**Work order:** A complete response lists each line of the data below that includes the word "space".

• • • •

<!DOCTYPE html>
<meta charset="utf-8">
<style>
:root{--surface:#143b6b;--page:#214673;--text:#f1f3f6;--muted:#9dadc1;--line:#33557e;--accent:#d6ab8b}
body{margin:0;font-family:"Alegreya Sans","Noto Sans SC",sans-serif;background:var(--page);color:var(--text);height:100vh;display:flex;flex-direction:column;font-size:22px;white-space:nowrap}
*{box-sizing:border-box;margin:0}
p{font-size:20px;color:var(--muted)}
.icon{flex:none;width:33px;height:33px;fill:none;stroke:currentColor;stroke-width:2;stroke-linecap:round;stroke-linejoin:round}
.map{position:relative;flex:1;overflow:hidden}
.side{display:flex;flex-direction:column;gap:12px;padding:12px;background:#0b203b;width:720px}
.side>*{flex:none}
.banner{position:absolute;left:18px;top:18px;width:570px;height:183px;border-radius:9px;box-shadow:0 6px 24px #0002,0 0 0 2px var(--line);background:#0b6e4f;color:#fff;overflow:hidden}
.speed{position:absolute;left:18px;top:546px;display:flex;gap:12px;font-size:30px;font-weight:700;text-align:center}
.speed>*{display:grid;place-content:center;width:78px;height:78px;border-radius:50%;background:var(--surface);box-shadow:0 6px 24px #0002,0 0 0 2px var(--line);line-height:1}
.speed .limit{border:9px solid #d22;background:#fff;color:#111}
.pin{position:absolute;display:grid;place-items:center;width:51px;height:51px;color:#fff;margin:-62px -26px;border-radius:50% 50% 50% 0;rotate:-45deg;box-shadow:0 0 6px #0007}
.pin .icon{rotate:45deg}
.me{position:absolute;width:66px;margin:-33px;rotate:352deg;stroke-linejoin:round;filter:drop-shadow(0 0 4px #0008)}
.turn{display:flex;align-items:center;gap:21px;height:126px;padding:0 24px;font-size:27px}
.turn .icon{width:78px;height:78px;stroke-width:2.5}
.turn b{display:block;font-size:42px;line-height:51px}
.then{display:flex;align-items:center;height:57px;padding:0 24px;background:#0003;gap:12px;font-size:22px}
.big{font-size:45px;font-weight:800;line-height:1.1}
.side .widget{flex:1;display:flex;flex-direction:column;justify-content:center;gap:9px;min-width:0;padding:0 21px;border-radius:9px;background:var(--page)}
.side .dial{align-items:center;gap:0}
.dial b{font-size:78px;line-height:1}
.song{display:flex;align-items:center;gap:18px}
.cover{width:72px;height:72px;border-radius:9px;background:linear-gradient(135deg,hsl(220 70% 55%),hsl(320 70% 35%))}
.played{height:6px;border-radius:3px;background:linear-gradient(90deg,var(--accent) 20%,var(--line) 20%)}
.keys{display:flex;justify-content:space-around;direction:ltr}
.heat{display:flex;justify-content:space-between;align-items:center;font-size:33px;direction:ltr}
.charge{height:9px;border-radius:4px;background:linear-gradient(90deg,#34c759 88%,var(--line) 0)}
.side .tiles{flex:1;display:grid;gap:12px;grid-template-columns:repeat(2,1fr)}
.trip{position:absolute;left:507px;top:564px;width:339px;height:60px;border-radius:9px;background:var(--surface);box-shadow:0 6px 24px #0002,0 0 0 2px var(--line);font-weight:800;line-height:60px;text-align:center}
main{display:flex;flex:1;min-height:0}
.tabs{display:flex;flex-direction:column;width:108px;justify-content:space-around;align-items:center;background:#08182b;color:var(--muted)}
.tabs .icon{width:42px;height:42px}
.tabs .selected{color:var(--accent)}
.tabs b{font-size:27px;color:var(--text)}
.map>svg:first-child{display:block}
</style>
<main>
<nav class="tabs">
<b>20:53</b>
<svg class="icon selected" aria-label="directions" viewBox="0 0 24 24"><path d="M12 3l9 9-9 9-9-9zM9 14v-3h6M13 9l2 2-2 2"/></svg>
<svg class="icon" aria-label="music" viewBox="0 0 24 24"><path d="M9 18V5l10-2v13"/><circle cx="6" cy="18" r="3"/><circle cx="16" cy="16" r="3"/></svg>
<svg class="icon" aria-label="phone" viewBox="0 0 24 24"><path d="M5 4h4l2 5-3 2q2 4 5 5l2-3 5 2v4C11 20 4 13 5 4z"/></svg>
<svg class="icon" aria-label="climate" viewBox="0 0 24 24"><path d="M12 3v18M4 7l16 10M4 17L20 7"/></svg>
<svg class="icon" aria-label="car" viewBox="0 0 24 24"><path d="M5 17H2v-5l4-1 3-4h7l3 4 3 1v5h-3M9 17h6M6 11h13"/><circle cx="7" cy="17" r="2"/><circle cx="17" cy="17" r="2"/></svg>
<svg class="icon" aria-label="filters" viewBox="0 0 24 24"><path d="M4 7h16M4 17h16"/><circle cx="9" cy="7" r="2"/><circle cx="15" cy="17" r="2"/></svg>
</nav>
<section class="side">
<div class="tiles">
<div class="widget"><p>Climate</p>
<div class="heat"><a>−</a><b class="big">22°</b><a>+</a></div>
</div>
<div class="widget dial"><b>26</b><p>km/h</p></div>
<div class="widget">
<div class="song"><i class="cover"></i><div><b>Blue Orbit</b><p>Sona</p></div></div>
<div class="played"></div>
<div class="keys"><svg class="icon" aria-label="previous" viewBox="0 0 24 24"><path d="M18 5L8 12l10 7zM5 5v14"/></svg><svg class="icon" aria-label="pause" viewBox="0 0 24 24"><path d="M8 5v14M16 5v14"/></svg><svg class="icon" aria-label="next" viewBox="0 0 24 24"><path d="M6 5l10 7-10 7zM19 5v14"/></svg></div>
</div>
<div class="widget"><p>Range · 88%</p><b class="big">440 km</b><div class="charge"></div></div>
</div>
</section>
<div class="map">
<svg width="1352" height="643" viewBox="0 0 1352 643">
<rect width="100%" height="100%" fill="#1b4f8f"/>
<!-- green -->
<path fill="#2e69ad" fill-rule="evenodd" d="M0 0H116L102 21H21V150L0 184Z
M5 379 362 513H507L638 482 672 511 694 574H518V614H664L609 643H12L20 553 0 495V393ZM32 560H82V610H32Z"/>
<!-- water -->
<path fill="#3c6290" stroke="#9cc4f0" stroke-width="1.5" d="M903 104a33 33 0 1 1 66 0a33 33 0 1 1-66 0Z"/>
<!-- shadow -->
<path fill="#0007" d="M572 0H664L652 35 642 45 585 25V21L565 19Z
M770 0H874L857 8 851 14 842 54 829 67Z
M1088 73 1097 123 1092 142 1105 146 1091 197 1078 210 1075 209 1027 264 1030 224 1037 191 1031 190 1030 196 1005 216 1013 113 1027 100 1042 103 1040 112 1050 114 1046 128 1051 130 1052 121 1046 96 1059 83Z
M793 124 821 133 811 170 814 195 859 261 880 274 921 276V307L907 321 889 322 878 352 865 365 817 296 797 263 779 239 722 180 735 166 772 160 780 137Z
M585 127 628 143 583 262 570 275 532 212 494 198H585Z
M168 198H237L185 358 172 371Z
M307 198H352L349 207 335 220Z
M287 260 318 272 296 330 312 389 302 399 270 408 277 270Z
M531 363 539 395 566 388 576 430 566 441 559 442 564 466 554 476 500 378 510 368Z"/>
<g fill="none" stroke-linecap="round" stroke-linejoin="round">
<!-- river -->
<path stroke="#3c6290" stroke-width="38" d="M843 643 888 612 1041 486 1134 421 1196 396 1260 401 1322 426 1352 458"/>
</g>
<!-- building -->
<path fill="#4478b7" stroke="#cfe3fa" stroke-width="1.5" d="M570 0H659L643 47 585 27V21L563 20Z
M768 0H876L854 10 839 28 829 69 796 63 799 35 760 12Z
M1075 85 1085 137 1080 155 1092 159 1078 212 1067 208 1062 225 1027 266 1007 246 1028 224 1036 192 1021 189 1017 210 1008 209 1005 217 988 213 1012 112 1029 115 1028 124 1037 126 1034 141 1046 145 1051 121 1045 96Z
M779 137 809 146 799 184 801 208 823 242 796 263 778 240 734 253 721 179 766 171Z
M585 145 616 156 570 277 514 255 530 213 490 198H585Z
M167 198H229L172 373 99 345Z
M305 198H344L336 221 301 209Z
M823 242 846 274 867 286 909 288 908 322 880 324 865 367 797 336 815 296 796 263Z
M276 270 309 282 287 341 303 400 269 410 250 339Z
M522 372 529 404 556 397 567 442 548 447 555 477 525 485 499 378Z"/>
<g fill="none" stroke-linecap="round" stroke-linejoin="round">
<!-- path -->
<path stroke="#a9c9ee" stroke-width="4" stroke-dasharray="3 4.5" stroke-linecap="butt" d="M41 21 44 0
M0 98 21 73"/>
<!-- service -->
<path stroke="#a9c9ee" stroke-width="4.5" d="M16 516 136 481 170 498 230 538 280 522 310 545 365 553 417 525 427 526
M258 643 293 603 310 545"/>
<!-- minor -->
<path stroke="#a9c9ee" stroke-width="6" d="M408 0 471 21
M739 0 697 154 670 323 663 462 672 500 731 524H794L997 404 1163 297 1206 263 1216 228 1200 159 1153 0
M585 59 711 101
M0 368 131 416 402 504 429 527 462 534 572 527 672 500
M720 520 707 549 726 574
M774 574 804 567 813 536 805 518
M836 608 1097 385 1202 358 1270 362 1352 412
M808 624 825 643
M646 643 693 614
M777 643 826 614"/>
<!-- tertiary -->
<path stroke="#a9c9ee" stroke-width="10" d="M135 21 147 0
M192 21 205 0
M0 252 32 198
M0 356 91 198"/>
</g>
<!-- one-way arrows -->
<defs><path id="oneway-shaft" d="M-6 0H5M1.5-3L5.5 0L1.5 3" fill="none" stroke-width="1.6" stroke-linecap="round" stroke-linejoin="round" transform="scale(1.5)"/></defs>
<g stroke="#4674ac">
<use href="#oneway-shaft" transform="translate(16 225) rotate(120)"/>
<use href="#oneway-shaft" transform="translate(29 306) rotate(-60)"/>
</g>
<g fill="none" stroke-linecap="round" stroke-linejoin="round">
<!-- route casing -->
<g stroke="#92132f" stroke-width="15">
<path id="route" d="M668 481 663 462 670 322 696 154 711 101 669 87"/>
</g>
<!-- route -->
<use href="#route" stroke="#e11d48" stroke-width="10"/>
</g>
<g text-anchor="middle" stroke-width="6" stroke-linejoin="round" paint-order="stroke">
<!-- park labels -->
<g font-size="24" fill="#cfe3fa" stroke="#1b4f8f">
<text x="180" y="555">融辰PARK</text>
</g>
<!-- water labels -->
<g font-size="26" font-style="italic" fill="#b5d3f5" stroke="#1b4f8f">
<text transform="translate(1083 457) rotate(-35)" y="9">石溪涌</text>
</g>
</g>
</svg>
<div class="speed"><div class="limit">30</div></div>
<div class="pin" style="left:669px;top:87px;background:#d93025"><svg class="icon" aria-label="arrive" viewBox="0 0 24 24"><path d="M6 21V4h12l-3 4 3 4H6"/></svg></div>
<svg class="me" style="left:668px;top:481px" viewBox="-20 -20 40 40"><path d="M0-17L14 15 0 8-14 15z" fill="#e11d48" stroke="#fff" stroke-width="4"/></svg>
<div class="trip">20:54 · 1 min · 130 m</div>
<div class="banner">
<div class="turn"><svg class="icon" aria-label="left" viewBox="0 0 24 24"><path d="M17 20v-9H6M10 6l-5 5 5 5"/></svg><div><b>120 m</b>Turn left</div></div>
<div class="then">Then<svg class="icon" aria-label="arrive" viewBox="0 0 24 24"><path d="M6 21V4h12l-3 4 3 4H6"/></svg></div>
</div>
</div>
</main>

• • • •

**Worked solution:**
body{margin:0;font-family:"Alegreya Sans","Noto Sans SC",sans-serif;background:var(--page);color:var(--text);height:100vh;display:flex;flex-direction:column;font-size:22px;white-space:nowrap}
.keys{display:flex;justify-content:space-around;direction:ltr}
.heat{display:flex;justify-content:space-between;align-items:center;font-size:33px;direction:ltr}
.tabs{display:flex;flex-direction:column;width:108px;justify-content:space-around;align-items:center;background:#08182b;color:var(--muted)}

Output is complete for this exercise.